Exercise
Please give back only the lines below from the one containing "const ctx = document.querySelector('canvas').getContext('2d');" to the one containing "ctx.setLineDash([]);", each repeated word for word, both ends included.

Source material
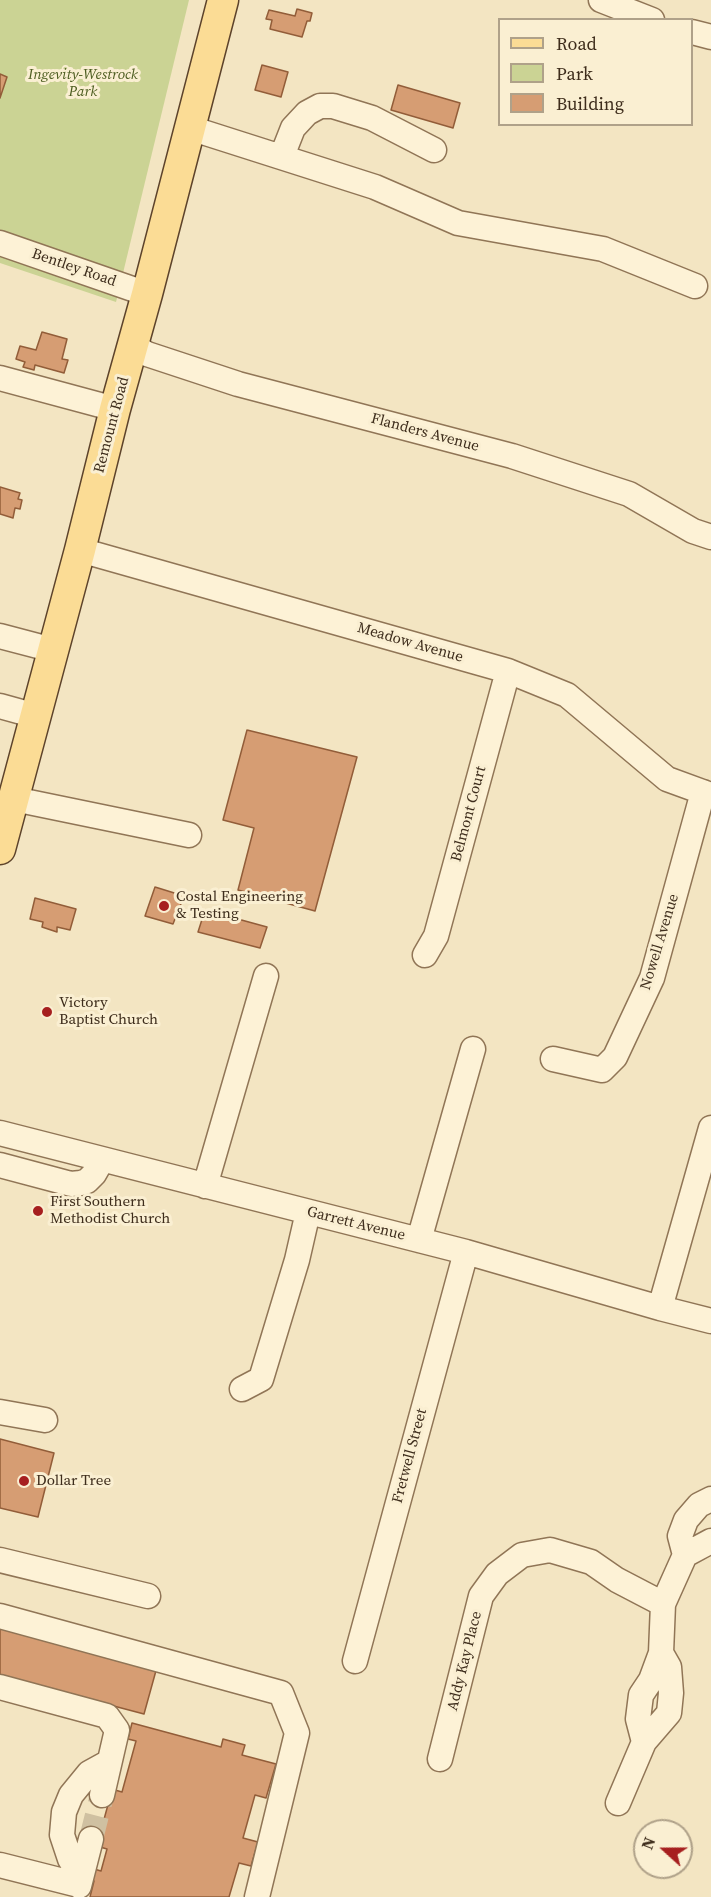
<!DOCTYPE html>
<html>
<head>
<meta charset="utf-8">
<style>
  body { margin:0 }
  #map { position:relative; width:711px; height:1897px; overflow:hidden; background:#f3e5c2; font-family:"Source Serif 4",serif }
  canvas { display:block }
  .legend { position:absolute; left:498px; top:18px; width:195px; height:108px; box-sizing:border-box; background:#faefd2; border:2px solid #afa189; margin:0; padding:8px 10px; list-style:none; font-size:18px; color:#3e2d1c }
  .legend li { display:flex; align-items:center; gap:12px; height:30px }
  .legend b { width:30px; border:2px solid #afa189 }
  .north { position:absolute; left:633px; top:1819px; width:60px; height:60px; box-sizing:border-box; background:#faefd2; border:2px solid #afa189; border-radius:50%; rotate:291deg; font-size:16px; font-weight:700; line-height:24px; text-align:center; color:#3e2d1c }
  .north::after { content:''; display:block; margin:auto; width:21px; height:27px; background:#a61f1f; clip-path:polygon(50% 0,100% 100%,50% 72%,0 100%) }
</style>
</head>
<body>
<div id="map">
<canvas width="711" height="1897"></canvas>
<ul class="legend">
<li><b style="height:8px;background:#fbdc95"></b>Road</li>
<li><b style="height:16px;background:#cbd394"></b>Park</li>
<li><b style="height:16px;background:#d69d73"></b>Building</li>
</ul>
<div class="north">N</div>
</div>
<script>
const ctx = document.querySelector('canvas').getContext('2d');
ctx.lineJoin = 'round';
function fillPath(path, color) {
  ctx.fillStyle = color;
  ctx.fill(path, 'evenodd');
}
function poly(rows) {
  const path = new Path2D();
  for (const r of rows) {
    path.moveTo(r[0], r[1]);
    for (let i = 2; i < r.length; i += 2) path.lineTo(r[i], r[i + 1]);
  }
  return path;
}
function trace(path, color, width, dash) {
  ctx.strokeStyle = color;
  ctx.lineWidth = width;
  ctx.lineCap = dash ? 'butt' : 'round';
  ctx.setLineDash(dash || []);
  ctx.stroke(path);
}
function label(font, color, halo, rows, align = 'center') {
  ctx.font = font + ' "Source Serif 4",serif';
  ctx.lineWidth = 6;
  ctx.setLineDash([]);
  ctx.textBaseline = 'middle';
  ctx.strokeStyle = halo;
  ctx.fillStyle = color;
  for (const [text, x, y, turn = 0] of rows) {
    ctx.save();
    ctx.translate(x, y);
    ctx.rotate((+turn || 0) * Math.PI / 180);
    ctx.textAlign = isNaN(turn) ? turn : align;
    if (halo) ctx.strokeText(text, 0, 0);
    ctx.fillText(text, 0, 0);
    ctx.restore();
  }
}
const green = poly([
  [0,0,189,0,116,302,0,263]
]);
const building = poly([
  [297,9,312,13,310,21,307,21,302,37,270,29,272,20,266,19,269,10,295,16,297,9],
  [262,65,288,72,281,97,255,90,262,65],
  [0,74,7,77,0,98,0,74],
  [398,85,460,103,453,128,391,110,398,85],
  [42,332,67,339,62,359,68,360,64,373,35,365,34,370,23,367,25,362,16,359,20,346,36,350,42,332],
  [0,487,20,493,18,499,22,500,20,509,15,508,13,518,0,514,0,487],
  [247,730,357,757,315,911,238,890,254,828,223,820,247,730],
  [155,887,184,896,173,924,145,916,155,887],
  [35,898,76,909,70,930,57,927,57,932,42,927,43,922,30,919,35,898],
  [205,910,267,927,260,948,198,932,205,910],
  [0,1439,54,1453,38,1517,0,1508,0,1439],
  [0,1628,157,1667,144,1714,0,1676,0,1628],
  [132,1723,221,1747,223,1739,245,1745,242,1755,276,1764,266,1798,255,1795,243,1838,258,1842,251,1866,239,1863,229,1897,90,1897,94,1881,91,1880,94,1869,101,1871,107,1849,100,1847,103,1835,100,1834,109,1801,112,1801,115,1790,122,1792,136,1741,128,1739,132,1723]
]);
const minorTunnel = poly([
  [91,1839,102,1795]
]);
const minor = poly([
  [601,0,652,20],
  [692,32,711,37],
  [190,128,375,187,458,223,603,249,695,286],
  [282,156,293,128,307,113,320,106,333,106,372,118,434,150],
  [0,243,147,294],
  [133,345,147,354,238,384,512,456,629,494,693,531,711,537],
  [0,378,115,409],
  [80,550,508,671,567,695,667,779,711,795],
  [0,636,53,650],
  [0,706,36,716],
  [14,799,189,835],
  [425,955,436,936,508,671],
  [553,1059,602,1070,615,1057,652,978,703,792],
  [0,1133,466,1252,660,1308,711,1321],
  [0,1165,71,1184,81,1183,87,1181,94,1174,102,1160],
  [205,1186,266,976],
  [419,1240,473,1049],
  [660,1308,711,1128],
  [242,1389,261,1379,297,1260,308,1212],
  [0,1412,45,1420],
  [685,1555,680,1536,686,1520,699,1505,711,1499],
  [0,1560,148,1596],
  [0,1616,281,1693,297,1733,257,1897],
  [355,1661,466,1252],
  [0,1687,107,1716,117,1730,102,1795],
  [644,1742,638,1719,641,1695,651,1680,661,1653,663,1604,685,1555,711,1541],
  [440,1759,481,1596,497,1574,522,1555,550,1550,591,1562,617,1580,663,1604],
  [618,1803,644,1742,669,1713,671,1693,669,1667,661,1653],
  [0,1865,79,1885],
  [81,1878,70,1859,62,1835,64,1812,71,1795,89,1773,109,1762],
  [79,1886,91,1839]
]);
const major = poly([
  [0,849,80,550,115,409,147,294,223,0]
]);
const markers = [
  [164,906,6,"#a61f1f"],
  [47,1012,6,"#a61f1f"],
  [38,1211,6,"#a61f1f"],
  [24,1481,6,"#a61f1f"]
];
const parkNames = [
  ["Ingevity-Westrock",83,75],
  ["Park",83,92]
];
const streetNames = [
  ["Bentley Road",74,268,19],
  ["Remount Road",112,425,-75],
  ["Flanders Avenue",425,433,15],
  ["Meadow Avenue",410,643,16],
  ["Belmont Court",469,814,-75],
  ["Nowell Avenue",660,942,-73],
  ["Garrett Avenue",356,1224,14],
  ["Fretwell Street",410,1456,-75],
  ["Addy Kay Place",465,1661,-76]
];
const poiNames = [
  ["Costal Engineering",176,897],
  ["& Testing",176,914],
  ["Victory",59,1003],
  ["Baptist Church",59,1020],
  ["First Southern",50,1202],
  ["Methodist Church",50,1219],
  ["Dollar Tree",36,1481]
];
fillPath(green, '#cbd394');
fillPath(building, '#d69d73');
trace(building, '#925d39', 1.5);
trace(minorTunnel, '#cfc0a1', 24, [24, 12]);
trace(minor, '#907556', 27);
trace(major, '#5d432b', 33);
trace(minor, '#fdf2d6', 24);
trace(major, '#fbdc95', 30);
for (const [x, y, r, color] of markers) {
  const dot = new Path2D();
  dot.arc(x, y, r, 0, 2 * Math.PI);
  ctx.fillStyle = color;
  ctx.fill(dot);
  trace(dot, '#faefd2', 2);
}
label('italic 15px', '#4d5d20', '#faefd2', parkNames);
label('15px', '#3e2d1c', '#faefd2', streetNames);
label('15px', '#3e2d1c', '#faefd2', poiNames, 'left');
</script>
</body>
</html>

Solution
const ctx = document.querySelector('canvas').getContext('2d');
ctx.lineJoin = 'round';
function fillPath(path, color) {
  ctx.fillStyle = color;
  ctx.fill(path, 'evenodd');
}
function poly(rows) {
  const path = new Path2D();
  for (const r of rows) {
    path.moveTo(r[0], r[1]);
    for (let i = 2; i < r.length; i += 2) path.lineTo(r[i], r[i + 1]);
  }
  return path;
}
function trace(path, color, width, dash) {
  ctx.strokeStyle = color;
  ctx.lineWidth = width;
  ctx.lineCap = dash ? 'butt' : 'round';
  ctx.setLineDash(dash || []);
  ctx.stroke(path);
}
function label(font, color, halo, rows, align = 'center') {
  ctx.font = font + ' "Source Serif 4",serif';
  ctx.lineWidth = 6;
  ctx.setLineDash([]);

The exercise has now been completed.